Prior to their witnessing the risen Christ, the disciples were fearful, timid, and cowardly. They had failed, they had fled, and they were afraid. However, again, practically overnight, they became fearless of death and passionate in their proclamation of a risen Savior. If the disciples had stolen the body and knew the resurrection was a lie, would they have so winsomely communicated this lie and passionately given their lives for this falsehood? In that culture and worldview, if they had merely hallucinated or seen a vision, it always meant that the person was dead and not truly alive. The implications of combining (1) the reality of an empty tomb (which all scholars admit), and (2) the number of eyewitness claims to the resurrections, lead to a solid inference that Jesus was truly resurrected from the dead. The overnight change of the disciples from cowardly to courageous and the immediate and expansive growth of the church is best explained if the disciples had encountered a risen Savior.

Some Concluding Thoughts:

The burden of proof is no longer on the believer of the resurrection. How else do you explain the rapid and expansive growth of the church? How else do you explain a cowardly group of men transformed overnight into fearless missionaries? How else do you explain the seismic shift in religious practice among Jews? The best explanation to all of these is that Jesus really was raised from the dead.

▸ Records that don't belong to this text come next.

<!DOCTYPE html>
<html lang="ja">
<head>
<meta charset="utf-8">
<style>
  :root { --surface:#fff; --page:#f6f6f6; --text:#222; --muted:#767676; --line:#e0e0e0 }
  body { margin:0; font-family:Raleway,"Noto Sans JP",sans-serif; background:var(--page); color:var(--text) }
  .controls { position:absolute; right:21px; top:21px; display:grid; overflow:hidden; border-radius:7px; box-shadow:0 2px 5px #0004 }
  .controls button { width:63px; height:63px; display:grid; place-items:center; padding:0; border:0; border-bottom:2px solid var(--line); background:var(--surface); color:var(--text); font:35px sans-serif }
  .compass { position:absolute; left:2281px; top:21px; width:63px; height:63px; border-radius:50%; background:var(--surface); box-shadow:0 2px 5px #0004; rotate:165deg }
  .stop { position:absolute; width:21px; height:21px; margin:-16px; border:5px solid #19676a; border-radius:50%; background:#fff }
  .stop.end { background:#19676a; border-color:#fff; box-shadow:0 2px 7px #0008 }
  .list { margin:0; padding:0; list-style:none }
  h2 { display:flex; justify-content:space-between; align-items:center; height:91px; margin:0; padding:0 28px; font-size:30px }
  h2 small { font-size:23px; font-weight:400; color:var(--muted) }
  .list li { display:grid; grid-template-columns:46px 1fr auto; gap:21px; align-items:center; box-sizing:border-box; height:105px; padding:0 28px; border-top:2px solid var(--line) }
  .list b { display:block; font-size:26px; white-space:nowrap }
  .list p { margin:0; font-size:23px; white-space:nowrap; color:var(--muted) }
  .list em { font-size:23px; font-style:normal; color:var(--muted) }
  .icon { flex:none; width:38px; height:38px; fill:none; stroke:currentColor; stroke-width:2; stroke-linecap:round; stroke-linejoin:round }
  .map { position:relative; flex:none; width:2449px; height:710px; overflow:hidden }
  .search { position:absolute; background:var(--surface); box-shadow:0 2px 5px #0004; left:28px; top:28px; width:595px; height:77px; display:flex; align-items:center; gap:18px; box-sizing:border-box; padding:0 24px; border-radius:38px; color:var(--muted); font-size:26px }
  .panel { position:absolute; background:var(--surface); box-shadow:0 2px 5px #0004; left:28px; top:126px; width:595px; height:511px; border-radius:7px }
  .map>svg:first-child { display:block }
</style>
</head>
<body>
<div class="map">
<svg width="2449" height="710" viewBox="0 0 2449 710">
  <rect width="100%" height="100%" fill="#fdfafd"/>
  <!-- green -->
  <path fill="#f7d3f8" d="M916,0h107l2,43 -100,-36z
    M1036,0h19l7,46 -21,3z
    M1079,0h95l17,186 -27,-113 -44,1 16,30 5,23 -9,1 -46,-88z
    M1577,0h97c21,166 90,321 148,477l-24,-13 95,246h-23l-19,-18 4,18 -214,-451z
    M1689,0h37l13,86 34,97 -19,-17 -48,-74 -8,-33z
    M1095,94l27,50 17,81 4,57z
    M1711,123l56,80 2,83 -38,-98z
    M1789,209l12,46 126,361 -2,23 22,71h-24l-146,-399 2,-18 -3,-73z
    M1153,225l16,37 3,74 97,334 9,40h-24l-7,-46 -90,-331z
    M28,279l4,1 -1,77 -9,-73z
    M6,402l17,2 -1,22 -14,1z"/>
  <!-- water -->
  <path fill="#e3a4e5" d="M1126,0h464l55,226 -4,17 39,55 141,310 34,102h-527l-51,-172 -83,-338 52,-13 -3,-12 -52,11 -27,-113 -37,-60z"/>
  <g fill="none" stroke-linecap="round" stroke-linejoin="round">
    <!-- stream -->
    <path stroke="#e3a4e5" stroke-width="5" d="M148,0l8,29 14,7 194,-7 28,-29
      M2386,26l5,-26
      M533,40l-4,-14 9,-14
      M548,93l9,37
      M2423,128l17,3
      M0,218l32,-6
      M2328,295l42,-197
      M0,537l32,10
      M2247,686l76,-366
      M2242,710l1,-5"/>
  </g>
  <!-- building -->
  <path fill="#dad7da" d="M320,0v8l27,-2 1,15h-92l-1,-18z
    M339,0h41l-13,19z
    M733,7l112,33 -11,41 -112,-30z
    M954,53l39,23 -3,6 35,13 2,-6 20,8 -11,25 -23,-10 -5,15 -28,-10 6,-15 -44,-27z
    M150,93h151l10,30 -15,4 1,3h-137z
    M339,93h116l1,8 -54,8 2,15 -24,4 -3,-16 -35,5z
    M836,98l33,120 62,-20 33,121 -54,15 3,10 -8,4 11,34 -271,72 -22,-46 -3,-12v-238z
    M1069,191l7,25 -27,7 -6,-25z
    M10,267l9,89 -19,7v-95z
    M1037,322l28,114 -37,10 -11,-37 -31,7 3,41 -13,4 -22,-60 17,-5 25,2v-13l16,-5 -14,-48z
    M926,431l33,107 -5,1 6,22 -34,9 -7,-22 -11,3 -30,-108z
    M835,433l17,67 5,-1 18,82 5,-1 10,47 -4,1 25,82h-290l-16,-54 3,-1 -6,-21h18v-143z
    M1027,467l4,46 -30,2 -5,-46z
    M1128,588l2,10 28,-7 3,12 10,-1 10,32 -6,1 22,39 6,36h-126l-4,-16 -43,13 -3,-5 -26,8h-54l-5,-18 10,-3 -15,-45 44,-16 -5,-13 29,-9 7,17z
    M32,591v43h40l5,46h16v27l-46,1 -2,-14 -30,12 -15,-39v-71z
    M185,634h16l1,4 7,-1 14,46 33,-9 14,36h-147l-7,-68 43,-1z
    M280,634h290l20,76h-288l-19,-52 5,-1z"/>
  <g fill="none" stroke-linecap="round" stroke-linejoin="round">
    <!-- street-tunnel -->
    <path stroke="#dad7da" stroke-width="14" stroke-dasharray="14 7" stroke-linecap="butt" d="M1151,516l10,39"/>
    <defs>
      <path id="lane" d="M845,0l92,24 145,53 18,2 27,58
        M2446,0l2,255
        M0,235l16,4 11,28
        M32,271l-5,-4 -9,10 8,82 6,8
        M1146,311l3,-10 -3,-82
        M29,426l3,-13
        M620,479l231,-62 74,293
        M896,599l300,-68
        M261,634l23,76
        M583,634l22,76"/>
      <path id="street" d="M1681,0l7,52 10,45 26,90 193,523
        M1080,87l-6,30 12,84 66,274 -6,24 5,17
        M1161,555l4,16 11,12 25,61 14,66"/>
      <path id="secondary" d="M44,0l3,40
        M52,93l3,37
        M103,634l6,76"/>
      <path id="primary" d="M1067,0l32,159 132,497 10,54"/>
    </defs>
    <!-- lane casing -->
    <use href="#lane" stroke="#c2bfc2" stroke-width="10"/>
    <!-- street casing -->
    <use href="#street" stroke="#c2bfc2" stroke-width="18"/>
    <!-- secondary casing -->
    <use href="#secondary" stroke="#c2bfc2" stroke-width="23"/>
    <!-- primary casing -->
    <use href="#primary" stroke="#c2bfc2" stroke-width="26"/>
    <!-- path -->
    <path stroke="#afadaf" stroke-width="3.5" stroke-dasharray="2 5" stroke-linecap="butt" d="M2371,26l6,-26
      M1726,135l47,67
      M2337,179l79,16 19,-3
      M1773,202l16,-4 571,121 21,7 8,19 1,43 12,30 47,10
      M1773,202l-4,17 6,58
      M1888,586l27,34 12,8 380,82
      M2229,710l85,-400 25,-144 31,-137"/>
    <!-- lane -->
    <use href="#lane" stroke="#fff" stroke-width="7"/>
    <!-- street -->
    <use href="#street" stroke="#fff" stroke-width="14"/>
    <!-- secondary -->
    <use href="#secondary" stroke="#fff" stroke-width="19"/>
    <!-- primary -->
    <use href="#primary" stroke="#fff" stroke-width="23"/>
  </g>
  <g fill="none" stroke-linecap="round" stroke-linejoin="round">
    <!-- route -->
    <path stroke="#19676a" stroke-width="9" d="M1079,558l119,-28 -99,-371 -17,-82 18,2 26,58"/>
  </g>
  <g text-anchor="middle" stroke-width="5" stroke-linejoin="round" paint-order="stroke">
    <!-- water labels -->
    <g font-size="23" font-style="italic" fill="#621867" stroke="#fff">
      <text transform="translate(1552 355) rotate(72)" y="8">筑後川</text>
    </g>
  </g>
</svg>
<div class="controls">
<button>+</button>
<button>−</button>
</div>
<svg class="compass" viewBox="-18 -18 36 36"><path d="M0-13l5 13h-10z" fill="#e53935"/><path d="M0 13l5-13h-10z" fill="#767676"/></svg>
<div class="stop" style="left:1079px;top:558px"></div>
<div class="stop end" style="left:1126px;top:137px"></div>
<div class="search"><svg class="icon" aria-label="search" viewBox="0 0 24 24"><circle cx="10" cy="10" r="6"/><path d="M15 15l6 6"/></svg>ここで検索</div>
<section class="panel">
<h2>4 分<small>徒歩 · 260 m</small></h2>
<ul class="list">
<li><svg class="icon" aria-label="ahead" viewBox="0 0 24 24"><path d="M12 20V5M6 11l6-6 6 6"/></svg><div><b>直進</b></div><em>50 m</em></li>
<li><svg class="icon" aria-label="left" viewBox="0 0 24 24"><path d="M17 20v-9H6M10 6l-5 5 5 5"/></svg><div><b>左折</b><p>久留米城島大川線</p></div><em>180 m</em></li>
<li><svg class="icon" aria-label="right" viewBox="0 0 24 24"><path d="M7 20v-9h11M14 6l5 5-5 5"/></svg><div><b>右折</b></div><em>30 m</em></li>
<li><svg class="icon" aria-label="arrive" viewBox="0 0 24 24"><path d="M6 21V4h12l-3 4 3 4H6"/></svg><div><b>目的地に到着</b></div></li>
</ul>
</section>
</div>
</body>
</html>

In the end, we really can simply receive and rely on the testimony of God's word to understand the truth of the resurrection. As was said in the early church, we don't understanding in order to believe, but believe in order to understand.


So what does this mean for us?

It means that human guilt has been dealt with finally and fully; it means that death has not only been confronted but conquered; it means that new and true life can be experienced before death and eternal life after death; it means that hope for better things has gone from the category of ‘maybe’ to a definite certainty; it means that a New Heavens and a New Earth where those who trust in Christ will spend forever is coming; it means that God is already beginning the process of making all things new. Even if you are not convinced that the resurrection happened, you should at least want it to be true!

He is risen. He is risen indeed!







Richard Bauckham, Jesus and the Eyewitnesses: The Gospels as Eyewitness Testimony (Grand Rapids: Eerdmans, 2006); Craig Blomberg, The Historical Reliability of the Gospels (Downer’s Grove: InterVarsity, 1987); N.T. Wright, The Resurrection of the Son of God (Minneapolis: Fortress Press, 2003); William Lane Craig, The Son Rises: Historical Evidences for the Resurrection of Jesus (Louisville: Wipf and Stock, 2001).